In sumary, the results of basic toxicity testing give no reason to anticipate unusual characteristics with regards to the toxicokinetics of Reactive Red F00-0314. The data indicate that there is little or no dermal absorption. No signs of a significant systemic toxicity associated with absorption through skin have been observed. Based on exposure model from AG Textilien des Bundesinstituts fur Risikobewertung (BfR), the dermal penetration rate for dyes through the skin was found to be less than 2%. Based on physico-chemical data and the results of oral toxicity studies, Reactive Red F00-0314 has a limited oral bioavailability.

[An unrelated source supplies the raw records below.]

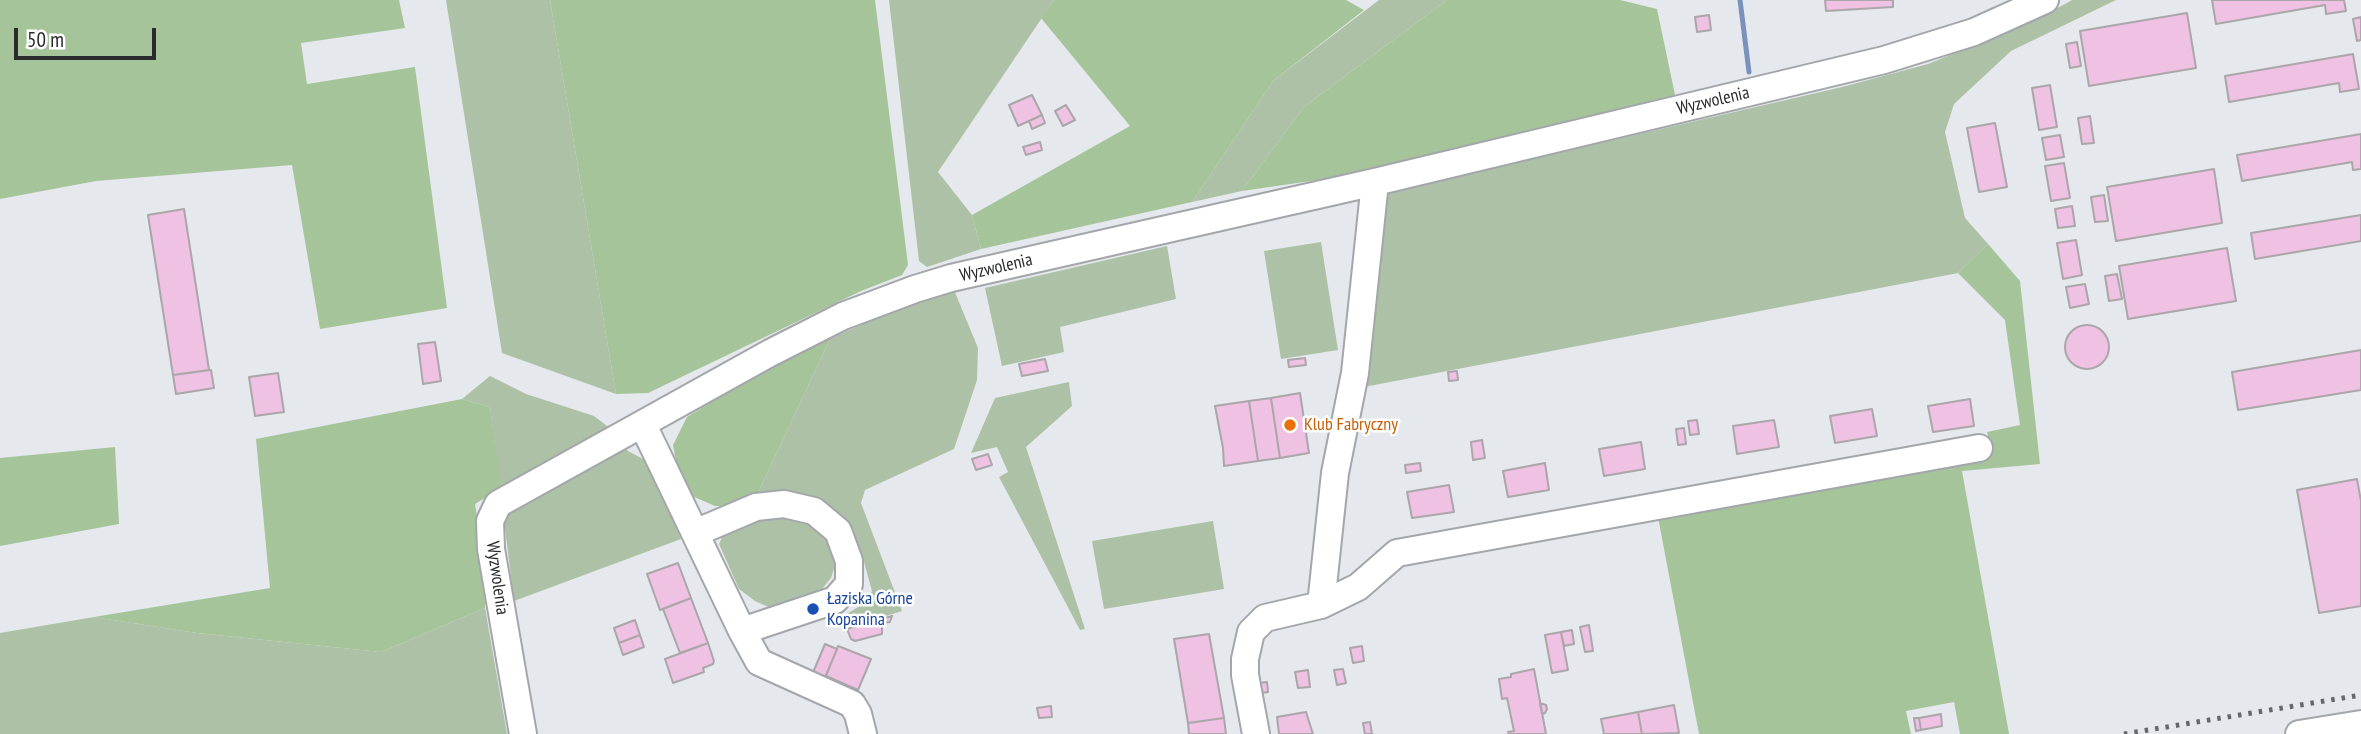 <!DOCTYPE html>
<meta charset="utf-8">
<style>
body{margin:0}
#map{position:relative;width:2361px;height:734px;overflow:hidden;background:#e5e8ec;font-family:"PT Sans Narrow",sans-serif}
canvas{display:block}
.scale{position:absolute;left:14px;top:28px;width:142px;height:32px;box-sizing:border-box;border:4px solid #2a2b2d;border-top:0;padding-left:9px;font-size:21px;line-height:24px;white-space:nowrap;color:#2a2b2d;-webkit-text-stroke:5px #fff;paint-order:stroke}
</style>
<div id="map">
<canvas width="2361" height="734"></canvas>
<div class="scale">50 m</div>
</div>
<script>
const g = document.querySelector('canvas').getContext('2d');
g.lineJoin = 'round';
function fill(path, color) { g.fillStyle = color; g.fill(path, 'evenodd'); }
const toPath = rows => new Path2D(rows.map(r => 'M' + r).join(''));
function strokePath(path, color, width, dash) { g.strokeStyle = color; g.lineWidth = width; g.lineCap = dash ? 'butt' : 'round'; g.setLineDash(dash || []); g.stroke(path); }
function label(font, color, halo, rows, align = 'center') {
  g.font = font + ' "PT Sans Narrow",sans-serif'; g.lineWidth = 5; g.setLineDash([]); g.textBaseline = 'middle'; g.strokeStyle = halo; g.fillStyle = color; for (const [text, x, y, turn = 0] of rows) {
    g.save(); g.translate(x, y); g.rotate((+turn || 0) * Math.PI / 180); g.textAlign = isNaN(turn) ? turn : align; if (halo) g.strokeText(text, 0, 0); g.fillText(text, 0, 0); g.restore();
  }
}
const green = toPath([
 [446,0,550,0,616,394,502,353],
 [889,0,1054,0,938,172,972,215,981,249,927,267,919,261],
 [1379,0,1447,0,1304,107,1242,191,1192,202,1273,81],
 [2072,0,2116,0,2011,51,1954,104,1945,132,1965,218,1988,244,1958,273,1364,387,1385,193,1842,87,1928,64,2036,20],
 [1321,242,1338,350,1281,359,1264,251],
 [1167,246,1176,299,1060,327,1064,352,1002,366,985,288],
 [954,290,978,348,977,380,954,449,865,490,861,503,902,611,850,627,845,615,865,603,872,591,861,551,847,522,823,504,793,492,758,493,830,339,880,316],
 [490,376,526,394,594,416,611,429,628,451,643,459,656,477,681,539,514,601,490,407,462,399],
 [1069,382,1072,406,1026,447,1085,629,1080,630,999,477,1008,472,997,447,971,453,995,398],
 [774,517,801,518,818,528,828,538,836,562,831,578,818,594,773,609,755,601,739,589,719,544,723,535,755,521],
 [1213,521,1224,589,1104,609,1092,541],
 [485,608,507,734,0,734,0,633,94,617,197,633,381,652]
]);
const forest = toPath([
 [0,0,399,0,405,28,301,43,307,84,415,67,447,308,320,329,292,165,96,181,0,199],
 [550,0,875,0,908,265,902,275,861,291,648,393,616,394],
 [1054,0,1346,0,1364,10,1273,81,1192,202,981,249,972,215,1130,126,1041,18],
 [1447,0,1620,0,1657,9,1675,95,1352,175,1242,191,1304,107],
 [1988,244,2020,281,2040,464,1962,471,2009,734,1960,734,1954,702,1906,711,1911,734,1699,734,1658,517,1992,453,1987,432,2020,425,2005,320,1958,273],
 [830,339,758,493,734,506,715,506,692,496,678,472,673,445,687,417,774,364],
 [462,399,490,407,501,488,475,504,486,572,485,608,381,652,197,633,94,617,270,588,256,439],
 [115,447,119,524,0,546,0,458]
]);
const stream = toPath([
 [1740,0,1749,72]
]);
const building = toPath([
 [1825,0,1893,0,1893,7,1826,11,1825,0],
 [2212,0,2344,0,2346,11,2326,14,2325,5,2216,24,2212,0],
 [2187,13,2196,68,2089,86,2080,31,2187,13],
 [1709,15,1711,30,1697,32,1695,17,1709,15],
 [2361,17,2361,40,2357,41,2353,19,2361,17],
 [2077,42,2081,66,2070,68,2066,44,2077,42],
 [2353,54,2359,89,2340,92,2339,83,2229,102,2225,76,2353,54],
 [2050,85,2057,127,2039,130,2032,88,2050,85],
 [1032,95,1042,115,1018,126,1009,105,1032,95],
 [1066,105,1075,120,1063,126,1055,111,1066,105],
 [1042,115,1045,123,1032,129,1029,121,1042,115],
 [2090,116,2094,143,2082,144,2078,118,2090,116],
 [1995,123,2007,187,1979,192,1967,128,1995,123],
 [2361,134,2361,169,2353,170,2352,162,2242,181,2237,155,2361,134],
 [2060,135,2064,157,2046,160,2042,138,2060,135],
 [1040,142,1042,150,1026,155,1023,147,1040,142],
 [2064,163,2070,198,2051,201,2045,166,2064,163],
 [2214,169,2222,223,2116,241,2107,187,2214,169],
 [2104,195,2108,221,2095,222,2091,197,2104,195],
 [2072,206,2075,226,2058,228,2055,209,2072,206],
 [184,209,209,370,173,375,148,215,184,209],
 [2361,215,2361,241,2255,259,2251,233,2361,215],
 [2076,240,2082,275,2063,279,2057,243,2076,240],
 [2227,248,2236,301,2128,319,2119,266,2227,248],
 [2117,274,2122,299,2109,301,2105,276,2117,274],
 [2085,284,2089,304,2070,308,2066,287,2085,284],
 '2065 347a22 22 0 1 1 44 0a22 22 0 1 1-44 0Z',
 [435,342,441,381,423,384,418,344,435,342],
 [2361,350,2361,390,2238,410,2232,372,2361,350],
 [1305,358,1306,365,1289,367,1288,360,1305,358],
 [1045,359,1048,371,1022,376,1019,364,1045,359],
 [211,370,214,388,176,394,173,375,211,370],
 [1457,371,1458,380,1449,381,1448,372,1457,371],
 [278,373,284,412,255,416,249,377,278,373],
 [1300,393,1309,453,1280,458,1271,398,1300,393],
 [1271,398,1280,458,1258,461,1249,401,1271,398],
 [1970,399,1974,426,1933,432,1928,406,1970,399],
 [1249,401,1258,461,1224,466,1223,448,1215,406,1249,401],
 [1872,409,1877,436,1835,443,1830,416,1872,409],
 [1697,420,1699,434,1690,435,1688,421,1697,420],
 [1774,420,1779,447,1737,454,1733,426,1774,420],
 [1684,428,1686,444,1678,445,1676,429,1684,428],
 [1482,440,1485,458,1473,460,1471,442,1482,440],
 [1641,442,1645,469,1604,476,1599,449,1641,442],
 [988,454,992,465,976,470,972,459,988,454],
 [1420,463,1421,471,1406,473,1405,465,1420,463],
 [1545,463,1549,490,1508,497,1503,471,1545,463],
 [2357,479,2361,501,2361,606,2319,613,2297,490,2357,479],
 [1449,485,1454,512,1412,518,1407,492,1449,485],
 [678,563,691,598,660,610,647,574,678,563],
 [691,598,708,643,680,653,663,609,691,598],
 [892,616,890,622,882,623,882,634,855,641,851,639,847,629,892,616],
 [635,620,640,635,619,643,614,628,635,620],
 [1589,625,1593,651,1585,652,1580,627,1589,625],
 [1572,630,1574,644,1564,646,1561,632,1572,630],
 [1561,632,1568,670,1552,673,1545,635,1561,632],
 [1209,634,1224,718,1188,723,1174,639,1209,634],
 [640,635,644,647,623,655,619,643,640,635],
 [708,643,714,661,713,664,703,668,704,672,673,683,665,659,708,643],
 [825,644,837,649,824,680,812,675,825,644],
 [838,646,871,659,858,690,826,676,838,646],
 [1362,646,1364,661,1353,663,1350,648,1362,646],
 [1343,669,1346,683,1337,685,1334,670,1343,669],
 [1534,669,1546,734,1509,734,1508,732,1514,731,1507,698,1502,699,1499,679,1511,677,1511,674,1534,669],
 [1308,670,1310,687,1298,688,1295,672,1308,670],
 [1267,682,1268,692,1261,693,1259,683,1267,682],
 [1540,703,1546,705,1547,709,1545,713,1542,714,1540,703],
 [1674,705,1679,733,1642,734,1638,712,1674,705],
 [1051,706,1052,717,1039,718,1037,708,1051,706],
 [1306,712,1313,734,1279,734,1277,717,1306,712],
 [1638,712,1642,734,1604,734,1601,719,1638,712],
 [1941,714,1942,726,1921,730,1919,718,1941,714],
 [1224,718,1226,734,1189,734,1188,723,1224,718],
 [1914,718,1919,718,1921,730,1916,731,1914,718],
 [1370,722,1372,734,1365,734,1363,723,1370,722]
]);
const minor = toPath([
 [1375,182,1355,373,1335,473,1321,605,1358,587,1397,553,1979,448],
 [643,425,742,631,759,662,852,704,858,714,863,734],
 [695,533,756,507,784,504,814,511,838,531,849,561,849,584,835,600,742,631],
 [523,734,491,549,490,521,498,504,770,353,843,316,915,289,951,278,1375,182,1884,60,1974,32,2045,0],
 [1256,734,1245,675,1245,659,1251,632,1265,618,1321,605],
 [2299,734,2361,724]
]);
const rail = toPath([
 [2124,734,2361,695]
]);
const markers = [
 [1290,425,7,"#e8710a"],
 [813,609,7,"#1a4fb4"]
];
const streetNames = [
 ["Wyzwolenia",1713,101,-13],
 ["Wyzwolenia",996,268,-13],
 ["Wyzwolenia",497,578,82]
];
const foodNames = [
 ["Klub Fabryczny",1304,425]
];
const transitNames = [
 ["Łaziska Górne",827,599],
 ["Kopanina",827,620]
];
fill(green, '#adc1a6');
fill(forest, '#a5c49a');
strokePath(stream, '#7a91bb', 5);
fill(building, '#efc1e2');
strokePath(building, '#aaa6a9', 2);
strokePath(minor, '#a3a6aa', 30);
strokePath(minor, '#fff', 26);
strokePath(rail, '#66676a', 5, [3.5, 7]);
for (const [x, y, r, color] of markers) { const dot = new Path2D(); dot.arc(x, y, r, 0, 2 * Math.PI); g.fillStyle = color; g.fill(dot); strokePath(dot, '#fff', 2.5); }
label('18px', '#2a2b2d', '#fff', streetNames);
label('18px', '#c56008', '#fff', foodNames, 'left');
label('18px', '#164399', '#fff', transitNames, 'left');
</script>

The substance is considered to have low volatility as evident from the vapour pressure measurement and the calculated melting point of > 300°C, so the potential for the generation of inhalable forms is low. The molecular weight is higher than 500 g/mol and the chromophore is negative charged. This together with the high water solubility and low partition coefficient value, indicate the substance is not able to cross the mucous layer of the respiratory tract. Due to the high water solubility, vapours if generated/inhaled, will be trapped in the mucus of the respiratory tract, thereby further limiting the absorption. Hence, the main route of exposure of the substance, if inhaled, will be due to swallowing of particles deposited in the nose/mouth. Therefore, the bioavailability for inhalation is considered the same as for oral intake.

Bioaccumulation of Reactive Red F00-0314 can most probably be excluded due to the available data. Based on the results of genotoxicity assays, a metabolisation towards genotoxic metabolites can also be excluded for mammalian species.

The substance is therefore not considered to be of concern for ADME related effects.